## Work to be completed
Your job is to transcribe all the records that follow, excluding any pictures.

Items from a dataset:
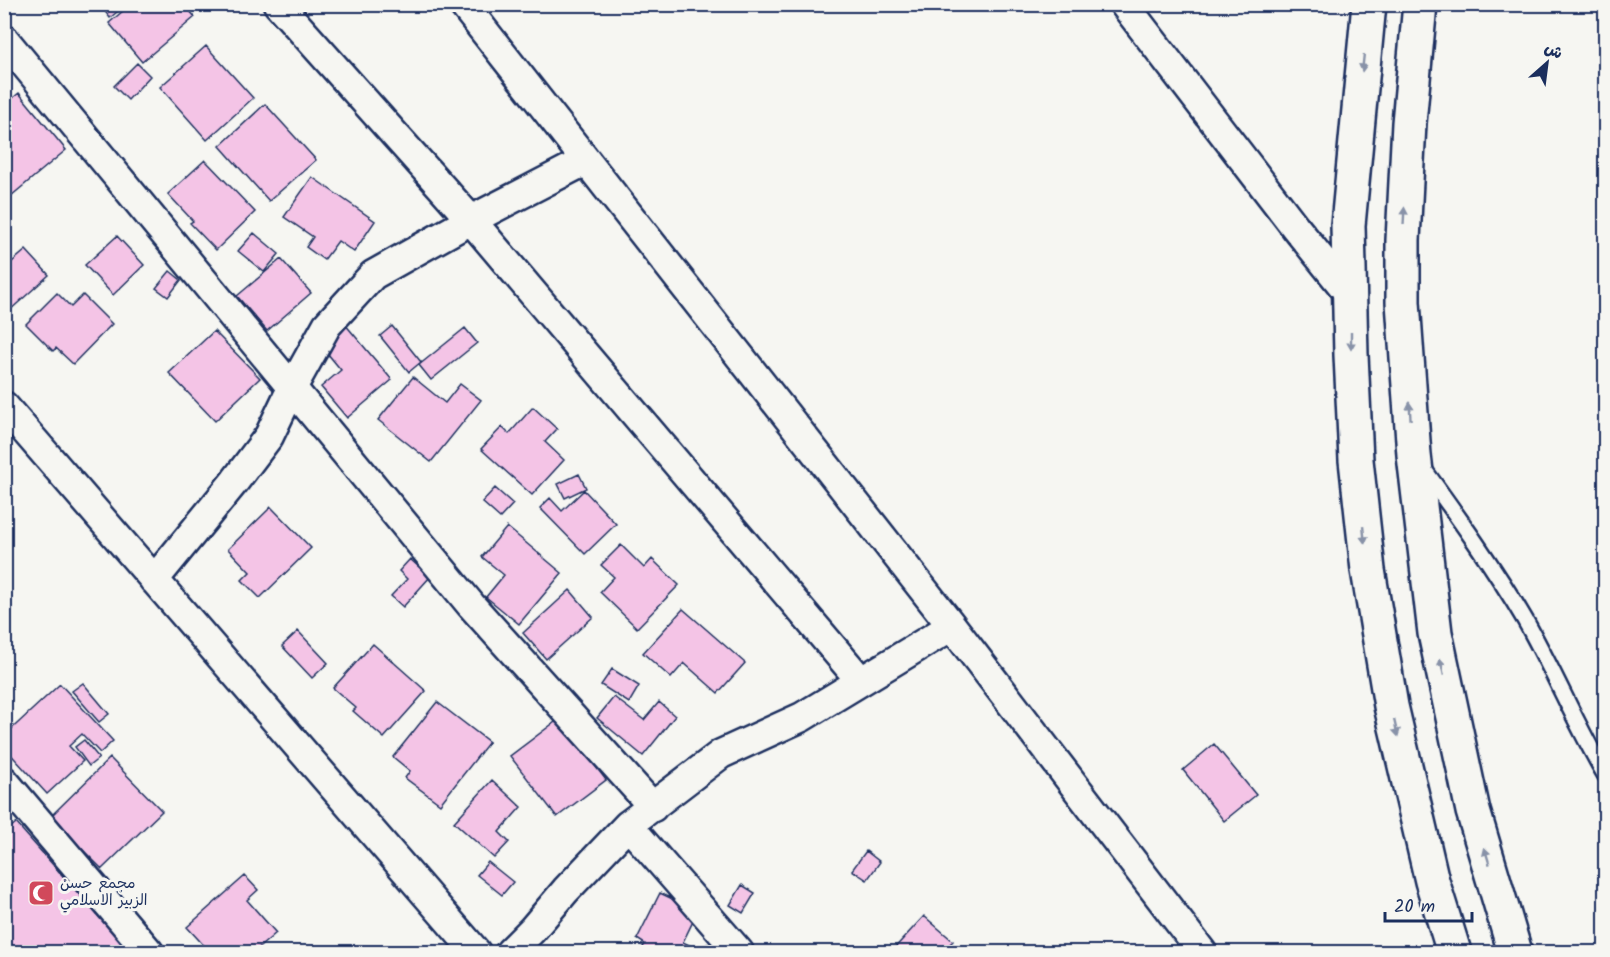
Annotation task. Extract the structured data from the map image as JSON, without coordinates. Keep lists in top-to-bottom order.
{
  "places": {
    "mosque": ["مجمع حسن الزبير الاسلامي"]
  },
  "scale_bar": "20 m",
  "north": "top right"
}
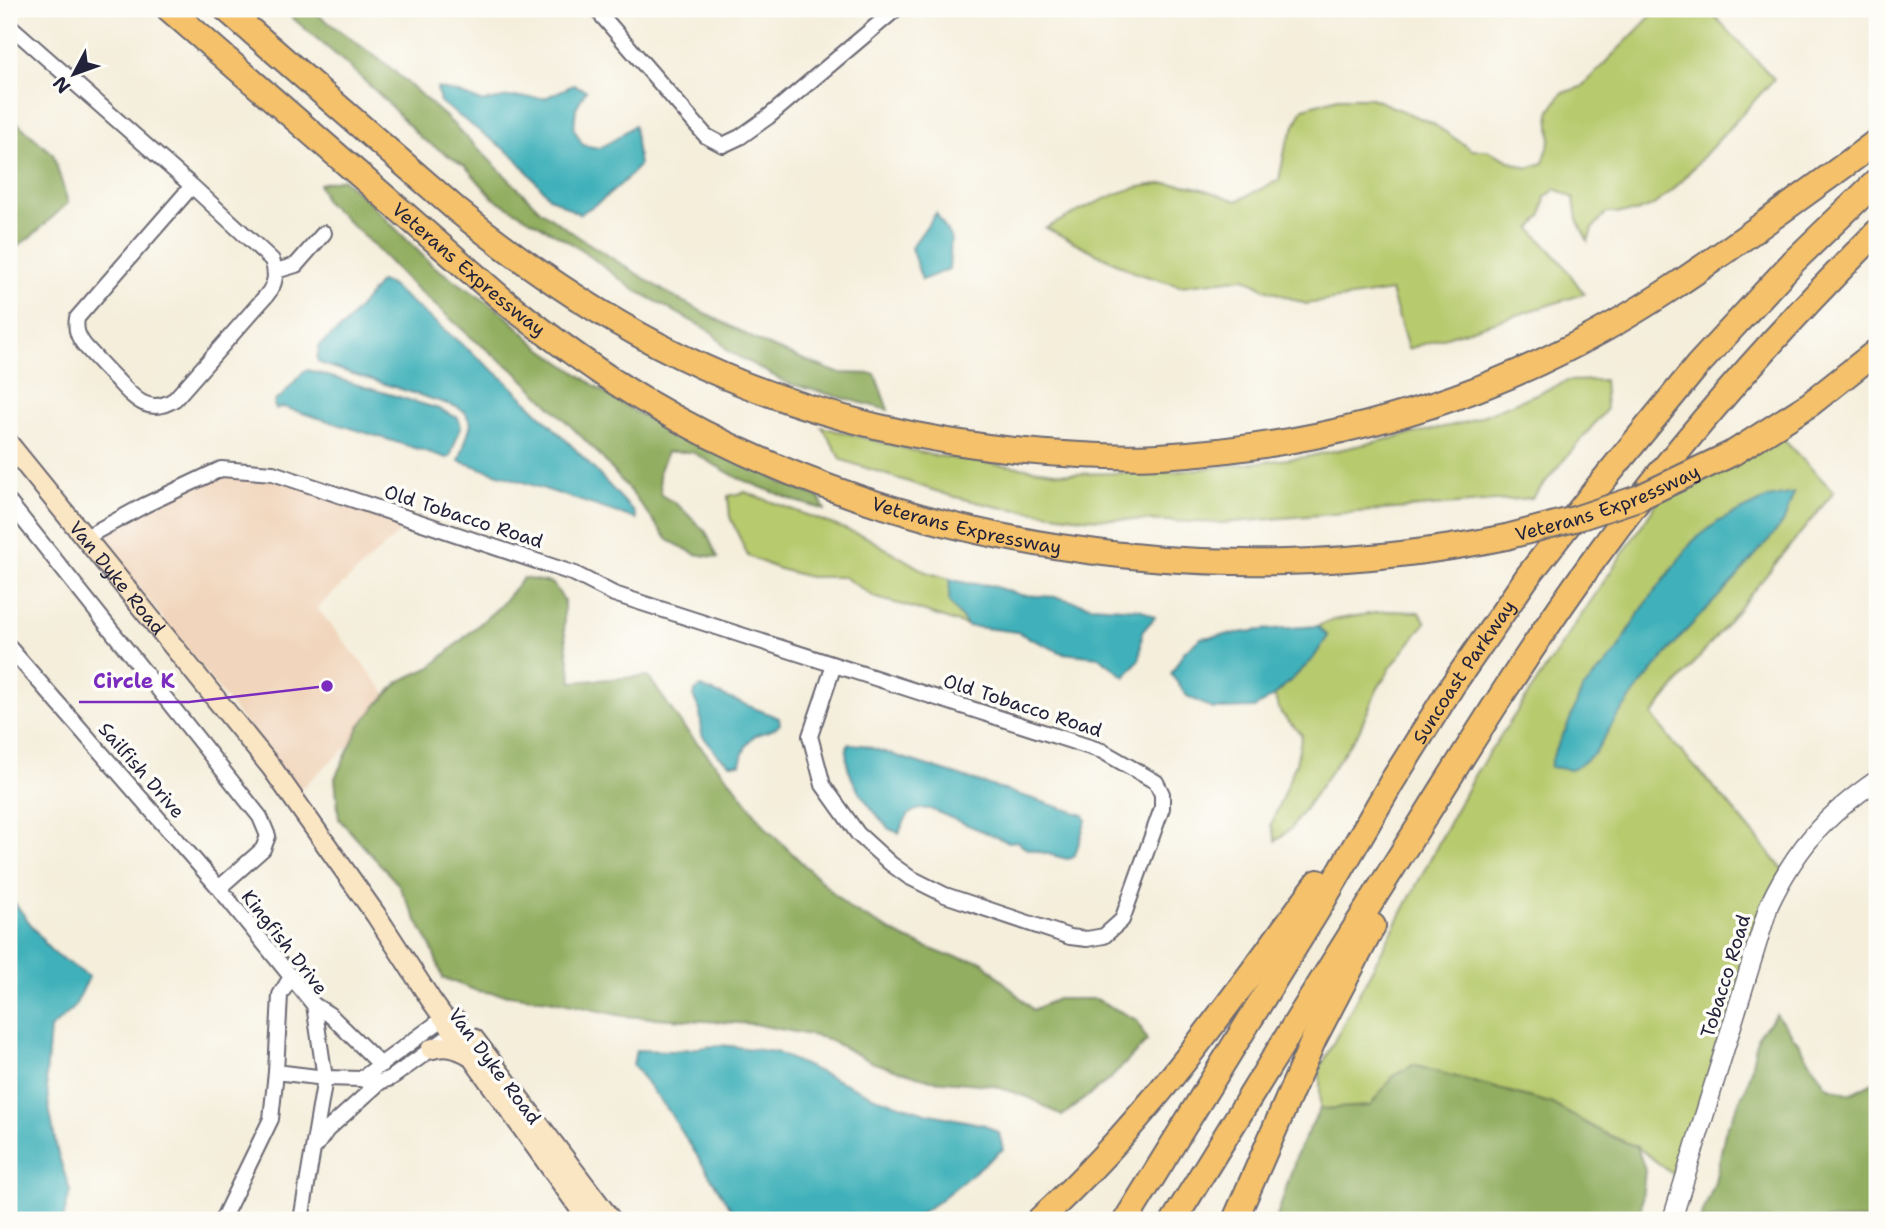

## Task output
Annotation task. Extract the structured data from the map image as JSON, without coordinates. Keep lists in top-to-bottom order.
{
  "places": {
    "mosque": ["مجمع حسن الزبير الاسلامي"]
  },
  "scale_bar": "20 m",
  "north": "top right"
}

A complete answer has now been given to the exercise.